La corrupción del alma representada en un cuadro que funciona más como espejo que como muestra de un hedonismo que casi es un pecado. El cinismo como forma de vida en una vida entregada al ocio y al placer mientras se juega con el destino de otros agujereando sus sueños, pudriendo sus esperanzas, aletargando sus inquietudes. El diálogo fluye como si fuera un libro y, sin embargo, el retrato está ahí, poniendo en evidencia hasta qué punto se puede destrozar el alma, revelando todos los secretos, poniendo en fuga todas las virtudes. Es Drácula que bebe de la eterna juventud de la carne mientras se muere de sed en la irremediable vejez del espíritu. Las arrugas delatan las faltas, los ojos inyectados de ira y de maldad parecen exhalar el odio que, gentilmente, se esconde detrás de los caros trajes de etiqueta. Y todo bajo la mirada de un gato que enciende su hechizo para demostrar que la juventud tiene que pasar, que cada época posee un encanto que merece ser vivido, que la podredumbre de nuestros malos actos se cierne sobre la oscuridad de nuestros pensamientos…porque todos somos malos por elección.
El amor aparece pero no es más que un elemento para asegurar la posición social. No hay pasión porque se ha intercambiado con la languidez. Esa pasión se ha utilizado para hacer daño, para exterminar todo aquello que separa el placer de la obligación, para ahogar cualquier acto de solidaridad, o de amistad, o de piedad.
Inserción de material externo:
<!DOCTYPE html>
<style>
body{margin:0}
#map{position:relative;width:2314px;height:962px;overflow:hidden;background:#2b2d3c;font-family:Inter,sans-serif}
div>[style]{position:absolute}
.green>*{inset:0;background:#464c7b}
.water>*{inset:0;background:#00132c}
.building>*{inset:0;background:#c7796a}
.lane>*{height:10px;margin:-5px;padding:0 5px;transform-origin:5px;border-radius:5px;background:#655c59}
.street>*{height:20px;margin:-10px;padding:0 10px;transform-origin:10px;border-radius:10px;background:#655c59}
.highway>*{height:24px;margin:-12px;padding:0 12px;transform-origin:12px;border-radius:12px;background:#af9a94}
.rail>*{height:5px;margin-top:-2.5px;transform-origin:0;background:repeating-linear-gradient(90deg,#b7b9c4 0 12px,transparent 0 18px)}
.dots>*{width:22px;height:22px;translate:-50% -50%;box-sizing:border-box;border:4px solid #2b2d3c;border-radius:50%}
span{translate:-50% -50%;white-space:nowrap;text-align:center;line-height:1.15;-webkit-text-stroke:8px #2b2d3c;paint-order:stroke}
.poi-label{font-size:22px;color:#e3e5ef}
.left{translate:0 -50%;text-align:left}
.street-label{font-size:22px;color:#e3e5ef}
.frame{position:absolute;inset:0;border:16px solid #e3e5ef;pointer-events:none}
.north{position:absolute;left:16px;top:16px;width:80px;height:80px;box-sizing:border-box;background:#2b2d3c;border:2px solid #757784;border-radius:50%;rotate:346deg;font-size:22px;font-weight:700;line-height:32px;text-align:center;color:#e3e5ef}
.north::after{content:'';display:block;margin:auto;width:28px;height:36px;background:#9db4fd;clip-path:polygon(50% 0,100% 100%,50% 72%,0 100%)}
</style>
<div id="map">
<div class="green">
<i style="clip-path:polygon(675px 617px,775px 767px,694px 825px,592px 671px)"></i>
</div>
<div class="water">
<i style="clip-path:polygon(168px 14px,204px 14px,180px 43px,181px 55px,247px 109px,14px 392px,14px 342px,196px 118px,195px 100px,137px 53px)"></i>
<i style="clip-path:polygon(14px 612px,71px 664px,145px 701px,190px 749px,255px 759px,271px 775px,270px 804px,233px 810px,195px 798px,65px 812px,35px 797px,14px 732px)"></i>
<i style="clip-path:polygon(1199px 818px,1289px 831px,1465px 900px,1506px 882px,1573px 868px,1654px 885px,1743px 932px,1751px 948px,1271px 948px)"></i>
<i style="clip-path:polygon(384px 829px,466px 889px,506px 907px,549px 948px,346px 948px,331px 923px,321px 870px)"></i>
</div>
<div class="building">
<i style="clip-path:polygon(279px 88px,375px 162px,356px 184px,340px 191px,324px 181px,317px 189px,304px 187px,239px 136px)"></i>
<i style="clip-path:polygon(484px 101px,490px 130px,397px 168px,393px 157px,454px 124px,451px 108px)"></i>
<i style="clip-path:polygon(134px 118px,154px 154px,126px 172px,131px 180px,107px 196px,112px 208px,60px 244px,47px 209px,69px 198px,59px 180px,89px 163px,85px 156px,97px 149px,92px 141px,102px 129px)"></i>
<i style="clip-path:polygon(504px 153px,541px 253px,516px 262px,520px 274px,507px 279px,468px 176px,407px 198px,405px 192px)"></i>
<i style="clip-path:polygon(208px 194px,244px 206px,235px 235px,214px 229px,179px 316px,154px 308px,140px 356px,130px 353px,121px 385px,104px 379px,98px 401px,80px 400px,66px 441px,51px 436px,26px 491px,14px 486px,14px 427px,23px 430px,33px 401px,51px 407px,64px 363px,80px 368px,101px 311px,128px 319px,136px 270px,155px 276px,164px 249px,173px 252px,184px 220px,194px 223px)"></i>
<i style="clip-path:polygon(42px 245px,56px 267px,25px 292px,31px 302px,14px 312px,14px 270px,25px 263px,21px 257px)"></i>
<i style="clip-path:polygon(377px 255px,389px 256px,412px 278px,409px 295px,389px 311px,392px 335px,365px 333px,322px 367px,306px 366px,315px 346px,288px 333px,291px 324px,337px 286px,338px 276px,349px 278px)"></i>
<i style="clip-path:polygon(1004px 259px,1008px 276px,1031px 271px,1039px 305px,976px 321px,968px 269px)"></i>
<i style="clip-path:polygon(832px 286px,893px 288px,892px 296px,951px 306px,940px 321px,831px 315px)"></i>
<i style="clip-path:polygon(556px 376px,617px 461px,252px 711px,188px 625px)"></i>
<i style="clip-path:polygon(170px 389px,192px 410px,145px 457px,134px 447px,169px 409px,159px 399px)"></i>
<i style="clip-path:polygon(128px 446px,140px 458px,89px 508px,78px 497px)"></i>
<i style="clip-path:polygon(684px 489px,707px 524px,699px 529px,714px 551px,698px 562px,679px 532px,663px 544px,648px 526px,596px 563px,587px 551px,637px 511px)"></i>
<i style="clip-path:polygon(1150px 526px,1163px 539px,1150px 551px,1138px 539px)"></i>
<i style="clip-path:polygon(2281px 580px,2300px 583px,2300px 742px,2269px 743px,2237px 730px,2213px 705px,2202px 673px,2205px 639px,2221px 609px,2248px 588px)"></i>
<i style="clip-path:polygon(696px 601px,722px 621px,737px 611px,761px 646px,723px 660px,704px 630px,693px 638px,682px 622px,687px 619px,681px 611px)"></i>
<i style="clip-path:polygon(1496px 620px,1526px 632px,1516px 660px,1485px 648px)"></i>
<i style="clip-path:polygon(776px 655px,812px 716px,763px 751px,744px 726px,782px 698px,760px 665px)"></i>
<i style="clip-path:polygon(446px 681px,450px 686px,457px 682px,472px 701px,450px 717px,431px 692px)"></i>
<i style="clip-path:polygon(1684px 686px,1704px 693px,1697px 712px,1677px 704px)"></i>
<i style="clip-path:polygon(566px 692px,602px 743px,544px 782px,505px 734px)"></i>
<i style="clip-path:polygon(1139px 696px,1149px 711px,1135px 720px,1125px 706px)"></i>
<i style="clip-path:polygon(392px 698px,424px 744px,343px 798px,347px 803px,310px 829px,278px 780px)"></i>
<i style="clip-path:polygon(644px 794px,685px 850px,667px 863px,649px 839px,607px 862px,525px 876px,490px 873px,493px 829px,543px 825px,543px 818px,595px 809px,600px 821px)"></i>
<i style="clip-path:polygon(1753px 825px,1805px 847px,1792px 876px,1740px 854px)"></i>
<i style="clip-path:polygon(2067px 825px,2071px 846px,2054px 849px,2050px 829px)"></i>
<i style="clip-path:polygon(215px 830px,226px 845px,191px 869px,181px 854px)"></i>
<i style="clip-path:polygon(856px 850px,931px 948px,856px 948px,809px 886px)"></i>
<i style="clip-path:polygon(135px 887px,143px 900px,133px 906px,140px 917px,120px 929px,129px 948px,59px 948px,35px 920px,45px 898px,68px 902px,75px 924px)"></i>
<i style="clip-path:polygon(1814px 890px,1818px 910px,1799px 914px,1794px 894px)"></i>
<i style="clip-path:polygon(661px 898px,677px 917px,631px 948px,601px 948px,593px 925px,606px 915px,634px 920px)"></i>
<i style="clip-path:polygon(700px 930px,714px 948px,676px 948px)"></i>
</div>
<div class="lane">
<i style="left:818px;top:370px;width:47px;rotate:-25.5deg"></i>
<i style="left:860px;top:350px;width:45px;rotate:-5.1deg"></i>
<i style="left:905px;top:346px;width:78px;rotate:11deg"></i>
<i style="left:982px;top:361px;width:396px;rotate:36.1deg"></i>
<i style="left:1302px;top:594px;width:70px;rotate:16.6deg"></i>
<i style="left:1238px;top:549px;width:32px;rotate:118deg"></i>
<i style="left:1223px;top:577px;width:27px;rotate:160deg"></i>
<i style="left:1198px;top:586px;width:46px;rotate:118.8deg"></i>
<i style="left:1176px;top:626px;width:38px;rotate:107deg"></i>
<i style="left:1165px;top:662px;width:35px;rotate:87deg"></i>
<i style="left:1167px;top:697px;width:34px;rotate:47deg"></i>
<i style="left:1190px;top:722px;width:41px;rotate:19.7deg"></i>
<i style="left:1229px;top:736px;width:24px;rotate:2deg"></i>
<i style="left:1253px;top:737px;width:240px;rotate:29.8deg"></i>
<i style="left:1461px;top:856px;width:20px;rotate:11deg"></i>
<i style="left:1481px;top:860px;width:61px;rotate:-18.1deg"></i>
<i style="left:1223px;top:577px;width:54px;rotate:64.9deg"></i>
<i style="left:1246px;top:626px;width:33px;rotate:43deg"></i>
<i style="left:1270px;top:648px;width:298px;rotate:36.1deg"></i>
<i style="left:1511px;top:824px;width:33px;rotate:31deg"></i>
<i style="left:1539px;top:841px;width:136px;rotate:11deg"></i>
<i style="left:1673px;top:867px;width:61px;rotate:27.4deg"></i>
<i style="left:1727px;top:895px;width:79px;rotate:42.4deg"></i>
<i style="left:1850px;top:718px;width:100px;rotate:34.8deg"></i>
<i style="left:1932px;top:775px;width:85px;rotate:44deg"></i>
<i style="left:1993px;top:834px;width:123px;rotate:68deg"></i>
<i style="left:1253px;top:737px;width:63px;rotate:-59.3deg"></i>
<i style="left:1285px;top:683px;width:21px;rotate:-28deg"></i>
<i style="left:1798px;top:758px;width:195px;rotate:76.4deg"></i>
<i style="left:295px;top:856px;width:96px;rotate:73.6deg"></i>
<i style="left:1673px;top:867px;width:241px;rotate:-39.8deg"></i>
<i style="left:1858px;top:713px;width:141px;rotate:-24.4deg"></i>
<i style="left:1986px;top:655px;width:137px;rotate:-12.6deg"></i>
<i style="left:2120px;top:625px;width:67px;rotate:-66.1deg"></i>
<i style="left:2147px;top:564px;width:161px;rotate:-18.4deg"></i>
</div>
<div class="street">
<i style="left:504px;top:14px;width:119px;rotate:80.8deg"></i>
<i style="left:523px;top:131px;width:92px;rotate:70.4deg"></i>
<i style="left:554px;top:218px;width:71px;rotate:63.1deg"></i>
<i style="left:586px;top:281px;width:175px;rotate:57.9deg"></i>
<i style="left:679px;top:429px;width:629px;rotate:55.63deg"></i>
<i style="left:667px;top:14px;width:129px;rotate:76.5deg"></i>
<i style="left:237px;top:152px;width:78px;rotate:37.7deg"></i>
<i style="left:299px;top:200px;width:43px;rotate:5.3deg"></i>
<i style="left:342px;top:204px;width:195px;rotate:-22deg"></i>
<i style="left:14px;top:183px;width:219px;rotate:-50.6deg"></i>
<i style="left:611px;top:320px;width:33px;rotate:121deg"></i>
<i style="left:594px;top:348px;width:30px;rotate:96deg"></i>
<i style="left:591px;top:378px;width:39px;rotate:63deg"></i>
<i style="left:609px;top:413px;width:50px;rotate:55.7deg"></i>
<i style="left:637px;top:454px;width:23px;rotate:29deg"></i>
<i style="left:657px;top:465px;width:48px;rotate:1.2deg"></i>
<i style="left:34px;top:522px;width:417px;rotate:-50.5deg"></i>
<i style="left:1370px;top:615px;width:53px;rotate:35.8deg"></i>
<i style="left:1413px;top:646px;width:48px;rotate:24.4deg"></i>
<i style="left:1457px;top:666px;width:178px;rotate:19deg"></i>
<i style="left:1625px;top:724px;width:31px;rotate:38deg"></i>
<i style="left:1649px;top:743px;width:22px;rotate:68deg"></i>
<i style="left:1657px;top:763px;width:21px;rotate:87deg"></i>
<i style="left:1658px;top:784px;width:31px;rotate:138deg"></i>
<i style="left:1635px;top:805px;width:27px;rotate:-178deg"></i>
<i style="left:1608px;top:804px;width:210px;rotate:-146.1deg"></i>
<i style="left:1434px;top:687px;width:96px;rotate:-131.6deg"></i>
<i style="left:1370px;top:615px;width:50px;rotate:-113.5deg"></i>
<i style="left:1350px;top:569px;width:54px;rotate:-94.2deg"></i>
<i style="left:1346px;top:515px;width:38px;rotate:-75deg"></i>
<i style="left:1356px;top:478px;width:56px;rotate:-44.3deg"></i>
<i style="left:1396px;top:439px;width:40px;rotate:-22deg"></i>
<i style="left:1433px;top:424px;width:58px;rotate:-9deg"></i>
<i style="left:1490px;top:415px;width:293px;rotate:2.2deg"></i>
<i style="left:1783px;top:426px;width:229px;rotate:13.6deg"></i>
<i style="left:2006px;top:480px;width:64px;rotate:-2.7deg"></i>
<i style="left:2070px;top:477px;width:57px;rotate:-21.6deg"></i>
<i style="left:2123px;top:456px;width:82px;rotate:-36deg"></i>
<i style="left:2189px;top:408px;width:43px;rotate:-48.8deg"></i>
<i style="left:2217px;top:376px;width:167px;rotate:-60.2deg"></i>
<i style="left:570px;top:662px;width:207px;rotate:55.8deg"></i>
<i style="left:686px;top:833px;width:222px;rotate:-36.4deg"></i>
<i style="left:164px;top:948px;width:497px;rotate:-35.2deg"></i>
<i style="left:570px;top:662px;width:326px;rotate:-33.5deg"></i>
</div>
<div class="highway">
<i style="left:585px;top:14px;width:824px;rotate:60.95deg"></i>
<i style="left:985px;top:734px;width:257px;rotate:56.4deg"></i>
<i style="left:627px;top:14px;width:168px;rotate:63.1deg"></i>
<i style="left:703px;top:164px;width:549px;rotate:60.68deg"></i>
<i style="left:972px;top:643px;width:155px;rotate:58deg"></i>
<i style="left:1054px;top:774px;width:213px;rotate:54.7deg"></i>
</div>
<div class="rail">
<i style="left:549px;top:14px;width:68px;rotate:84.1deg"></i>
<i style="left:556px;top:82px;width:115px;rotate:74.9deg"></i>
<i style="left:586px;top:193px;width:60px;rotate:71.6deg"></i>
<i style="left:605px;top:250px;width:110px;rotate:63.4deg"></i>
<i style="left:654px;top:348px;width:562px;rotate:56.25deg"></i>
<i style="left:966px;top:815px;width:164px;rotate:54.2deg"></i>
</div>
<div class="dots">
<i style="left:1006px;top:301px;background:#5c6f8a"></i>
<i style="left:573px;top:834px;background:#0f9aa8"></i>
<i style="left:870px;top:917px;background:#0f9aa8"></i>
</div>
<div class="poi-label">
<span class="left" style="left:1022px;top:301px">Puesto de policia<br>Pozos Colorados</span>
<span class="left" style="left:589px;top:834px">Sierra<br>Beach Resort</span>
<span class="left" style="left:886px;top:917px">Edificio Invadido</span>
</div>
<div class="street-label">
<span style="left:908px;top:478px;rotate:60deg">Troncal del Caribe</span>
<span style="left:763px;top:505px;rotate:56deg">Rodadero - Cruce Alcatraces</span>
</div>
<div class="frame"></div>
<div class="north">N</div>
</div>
Ahí está, en el cuadro, infectando la carne dibujada, otrora hermosa, revelando la verdadera naturaleza del retratado, dejando las huellas imborrables de la levedad egoísta, de la huida continua, de la ambición por una juventud que se ha instalado para ser derrotada.
Mucho más allá de versiones modernas que se han quedado en el simple relato de terror adornado con recursos efectistas que harían sonrojar al propio Dorian Gray, Albert Lewin, uno de los directores malditos que fabricó Hollywood, creó una atmósfera inquietante en el Londres de finales de siglo para pintarnos con las letras de Oscar Wilde y decirnos bien a las claras que, lo que vemos en el espejo, no importa porque la verdad se halla en ese retrato que va almacenando todas nuestras inquinas, nuestros desplantes, nuestros desprecios, nuestras ruinas. El ser humano, bello por nacimiento, es un experto en afearse con sus actos y volverse un monstruo que queda inmortalizado en algún lugar de nuestro interior con las heridas causadas y los destinos destruidos. La juventud huye a galope de todos nosotros y es un instrumento fundamental para nuestro aprendizaje como hombres…si nos parásemos en ella, sencillamente, jamás llegaríamos a serlo. Como Dorian Gray (interpretado por Hurd Hatfield, visto más tarde en Memorias de una doncella, de Jean Renoir o en Rey de reyes, de Nicholas Ray en el papel de Pilatos) que decide apresar su momento para no vivir ningún otro y arrasar cualquier obstáculo que se ponga en su camino. Tal vez como muchos que, ahora, dejan resbalar las monedas entre sus manos mientras otros, con su hambre y su sufrimiento, dejan su alma inmortalizada en un cuadro donde aparece la putrefacción, la corrupción, la muerte de la conciencia y el egoísmo que no para de crecer en la carne maloliente, llena de pústulas y de llagas, mandando al infierno toda la belleza.